Entrega enganosa por meio de e-mails de spam
Os invasores dependem tanto de provedores de serviços de e-mail legítimos quanto de um servidor de e-mail auto-hospedado para enviar spam malicioso. Cada e-mail normalmente contém um arquivo compactado com três componentes essenciais:
- Uma DLL maliciosa
- Uma carga útil criptografada
- Um executável legítimo
Por meio do carregamento lateral de DLLs, os invasores exploram o fato de que a execução do executável legítimo também aciona a DLL maliciosa. Essa DLL então descriptografa e injeta o payload final no processo alvo.
Explorando o processo de esvaziamento
O mecanismo de injeção envolve o esvaziamento de processos, uma técnica em que o malware substitui o código de um processo legítimo pelo seu próprio. Nas campanhas do QuirkyLoader, os processos preferidos para injeção incluem:
- AddInProcess32.exe
- InstallUtil.exe
- aspnet_wp.exe
Esse método permite que o malware se disfarce de atividade legítima, tornando a detecção muito mais desafiadora.
Ataques direcionados em Taiwan e no México
Até o momento, o QuirkyLoader foi observado em campanhas menores e mais focadas. Duas ondas notáveis foram registradas em julho de 2025:
Campanha em Taiwan : teve como alvo específico funcionários da Nusoft Taiwan, uma empresa de segurança cibernética e de rede. A operação teve como objetivo implantar o Snake Keylogger, projetado para extrair dados do navegador, teclas digitadas e conteúdo da área de transferência.
Campanha do México : Parecia ser mais indiscriminada por natureza, distribuindo Remcos RAT e AsyncRAT sem padrões claros de segmentação.

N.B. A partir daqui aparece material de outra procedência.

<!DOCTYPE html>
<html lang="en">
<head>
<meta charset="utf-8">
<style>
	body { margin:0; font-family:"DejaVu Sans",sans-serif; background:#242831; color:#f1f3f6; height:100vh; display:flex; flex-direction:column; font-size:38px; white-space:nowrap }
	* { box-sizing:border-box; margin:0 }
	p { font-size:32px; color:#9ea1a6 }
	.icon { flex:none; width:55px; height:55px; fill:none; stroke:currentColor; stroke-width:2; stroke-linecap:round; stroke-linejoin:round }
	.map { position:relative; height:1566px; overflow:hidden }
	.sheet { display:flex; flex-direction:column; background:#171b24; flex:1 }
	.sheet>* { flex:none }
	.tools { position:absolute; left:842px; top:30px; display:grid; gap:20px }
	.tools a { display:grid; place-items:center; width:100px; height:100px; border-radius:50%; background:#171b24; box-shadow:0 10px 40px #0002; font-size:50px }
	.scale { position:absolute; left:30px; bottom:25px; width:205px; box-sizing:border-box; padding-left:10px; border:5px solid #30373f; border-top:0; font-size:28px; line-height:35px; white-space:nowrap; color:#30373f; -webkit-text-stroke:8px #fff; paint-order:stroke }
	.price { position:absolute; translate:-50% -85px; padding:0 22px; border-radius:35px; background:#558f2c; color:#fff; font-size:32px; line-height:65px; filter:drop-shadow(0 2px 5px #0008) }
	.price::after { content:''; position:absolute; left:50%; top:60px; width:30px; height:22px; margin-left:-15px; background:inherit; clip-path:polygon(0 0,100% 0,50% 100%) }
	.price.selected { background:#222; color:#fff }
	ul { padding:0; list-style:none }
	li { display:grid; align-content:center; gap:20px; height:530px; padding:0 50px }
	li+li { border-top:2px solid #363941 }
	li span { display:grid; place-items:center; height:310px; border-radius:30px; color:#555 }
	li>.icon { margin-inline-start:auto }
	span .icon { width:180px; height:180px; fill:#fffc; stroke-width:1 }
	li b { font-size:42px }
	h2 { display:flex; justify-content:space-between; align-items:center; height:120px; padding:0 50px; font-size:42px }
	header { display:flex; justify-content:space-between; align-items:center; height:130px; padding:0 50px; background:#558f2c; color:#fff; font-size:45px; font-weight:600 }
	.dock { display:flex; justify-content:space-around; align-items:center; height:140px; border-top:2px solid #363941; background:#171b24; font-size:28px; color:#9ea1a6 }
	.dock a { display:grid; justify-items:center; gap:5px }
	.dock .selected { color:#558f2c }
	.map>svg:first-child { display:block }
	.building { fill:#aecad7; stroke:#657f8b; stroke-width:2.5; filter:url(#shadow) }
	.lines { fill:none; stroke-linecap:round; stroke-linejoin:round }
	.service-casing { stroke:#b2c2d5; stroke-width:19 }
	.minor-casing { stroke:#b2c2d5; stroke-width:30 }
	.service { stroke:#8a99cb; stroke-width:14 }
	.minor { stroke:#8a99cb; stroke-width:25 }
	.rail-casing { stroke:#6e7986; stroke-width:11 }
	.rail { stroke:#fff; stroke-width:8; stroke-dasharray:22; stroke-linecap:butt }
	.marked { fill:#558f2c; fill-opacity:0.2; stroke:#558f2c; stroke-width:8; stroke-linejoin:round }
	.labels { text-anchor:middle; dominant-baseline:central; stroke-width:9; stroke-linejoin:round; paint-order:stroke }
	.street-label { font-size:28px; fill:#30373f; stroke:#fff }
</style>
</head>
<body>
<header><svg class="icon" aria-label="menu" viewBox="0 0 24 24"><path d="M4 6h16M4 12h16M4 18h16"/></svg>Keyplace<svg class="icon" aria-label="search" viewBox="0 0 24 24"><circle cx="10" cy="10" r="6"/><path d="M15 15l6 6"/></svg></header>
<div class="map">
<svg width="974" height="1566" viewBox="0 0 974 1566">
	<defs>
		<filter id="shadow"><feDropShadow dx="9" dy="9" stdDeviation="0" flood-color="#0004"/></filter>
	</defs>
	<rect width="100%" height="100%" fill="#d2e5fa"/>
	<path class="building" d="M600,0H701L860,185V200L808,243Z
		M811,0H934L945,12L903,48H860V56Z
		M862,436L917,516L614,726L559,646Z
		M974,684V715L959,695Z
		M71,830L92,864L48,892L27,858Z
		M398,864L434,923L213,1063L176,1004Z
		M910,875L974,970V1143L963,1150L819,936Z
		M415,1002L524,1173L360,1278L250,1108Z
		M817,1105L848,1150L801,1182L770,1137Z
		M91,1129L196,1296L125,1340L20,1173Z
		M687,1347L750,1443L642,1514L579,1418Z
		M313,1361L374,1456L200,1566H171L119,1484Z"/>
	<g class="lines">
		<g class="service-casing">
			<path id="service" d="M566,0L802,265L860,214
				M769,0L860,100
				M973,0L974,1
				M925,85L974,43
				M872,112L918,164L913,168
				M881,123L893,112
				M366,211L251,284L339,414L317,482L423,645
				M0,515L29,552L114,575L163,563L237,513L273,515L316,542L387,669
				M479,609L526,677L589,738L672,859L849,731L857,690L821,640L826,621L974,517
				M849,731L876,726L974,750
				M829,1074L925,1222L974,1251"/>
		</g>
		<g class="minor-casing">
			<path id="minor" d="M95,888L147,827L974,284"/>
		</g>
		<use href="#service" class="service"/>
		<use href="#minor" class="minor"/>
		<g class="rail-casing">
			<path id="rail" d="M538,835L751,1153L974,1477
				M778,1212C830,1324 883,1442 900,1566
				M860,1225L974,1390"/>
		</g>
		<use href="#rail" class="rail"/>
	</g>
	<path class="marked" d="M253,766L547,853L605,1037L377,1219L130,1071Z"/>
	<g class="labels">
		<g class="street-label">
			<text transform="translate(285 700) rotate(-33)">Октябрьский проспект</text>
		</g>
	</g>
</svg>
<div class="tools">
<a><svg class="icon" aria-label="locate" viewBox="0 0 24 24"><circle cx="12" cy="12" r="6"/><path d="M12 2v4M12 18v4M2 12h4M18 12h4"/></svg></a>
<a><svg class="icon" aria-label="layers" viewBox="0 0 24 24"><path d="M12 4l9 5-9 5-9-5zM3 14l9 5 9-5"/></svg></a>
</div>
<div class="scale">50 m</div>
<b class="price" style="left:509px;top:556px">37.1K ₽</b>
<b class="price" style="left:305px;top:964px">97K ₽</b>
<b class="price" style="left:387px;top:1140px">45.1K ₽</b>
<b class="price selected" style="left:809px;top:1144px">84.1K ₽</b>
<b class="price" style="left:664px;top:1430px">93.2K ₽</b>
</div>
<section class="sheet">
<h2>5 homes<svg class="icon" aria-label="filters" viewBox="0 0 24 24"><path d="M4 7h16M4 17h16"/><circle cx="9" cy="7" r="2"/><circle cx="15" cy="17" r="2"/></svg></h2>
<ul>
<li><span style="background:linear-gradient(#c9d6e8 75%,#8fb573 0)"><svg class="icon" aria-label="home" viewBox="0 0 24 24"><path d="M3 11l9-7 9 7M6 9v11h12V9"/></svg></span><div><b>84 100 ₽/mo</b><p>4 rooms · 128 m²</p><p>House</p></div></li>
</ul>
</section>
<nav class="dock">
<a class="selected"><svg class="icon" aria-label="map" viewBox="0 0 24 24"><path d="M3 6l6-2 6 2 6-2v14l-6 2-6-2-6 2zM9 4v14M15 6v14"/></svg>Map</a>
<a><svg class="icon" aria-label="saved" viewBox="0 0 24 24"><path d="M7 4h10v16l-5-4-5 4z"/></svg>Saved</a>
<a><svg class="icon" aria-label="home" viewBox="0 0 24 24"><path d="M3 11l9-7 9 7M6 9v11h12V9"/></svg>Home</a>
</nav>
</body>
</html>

Características Técnicas do Carregador
O agente da ameaça desenvolve consistentemente o módulo carregador de DLL usando linguagens .NET. Para aumentar a resiliência e a ofuscação, o carregador é compilado usando compilação antecipada (AOT), produzindo binários semelhantes aos criados em C ou C++. Isso torna o malware mais difícil de ser analisado e detectado pelos defensores.
Considerações finais
O QuirkyLoader é um exemplo claro de como os cibercriminosos continuam a aprimorar seus métodos de entrega para maximizar a furtividade e a eficiência. Ao combinar estratégias de sideload de DLL, esvaziamento de processos e phishing direcionado, os invasores não apenas contornam as defesas, mas também adaptam suas campanhas para maximizar o impacto. As organizações devem permanecer vigilantes contra anexos de e-mail suspeitos e implementar defesas de segurança em camadas para reduzir a exposição a essas ameaças.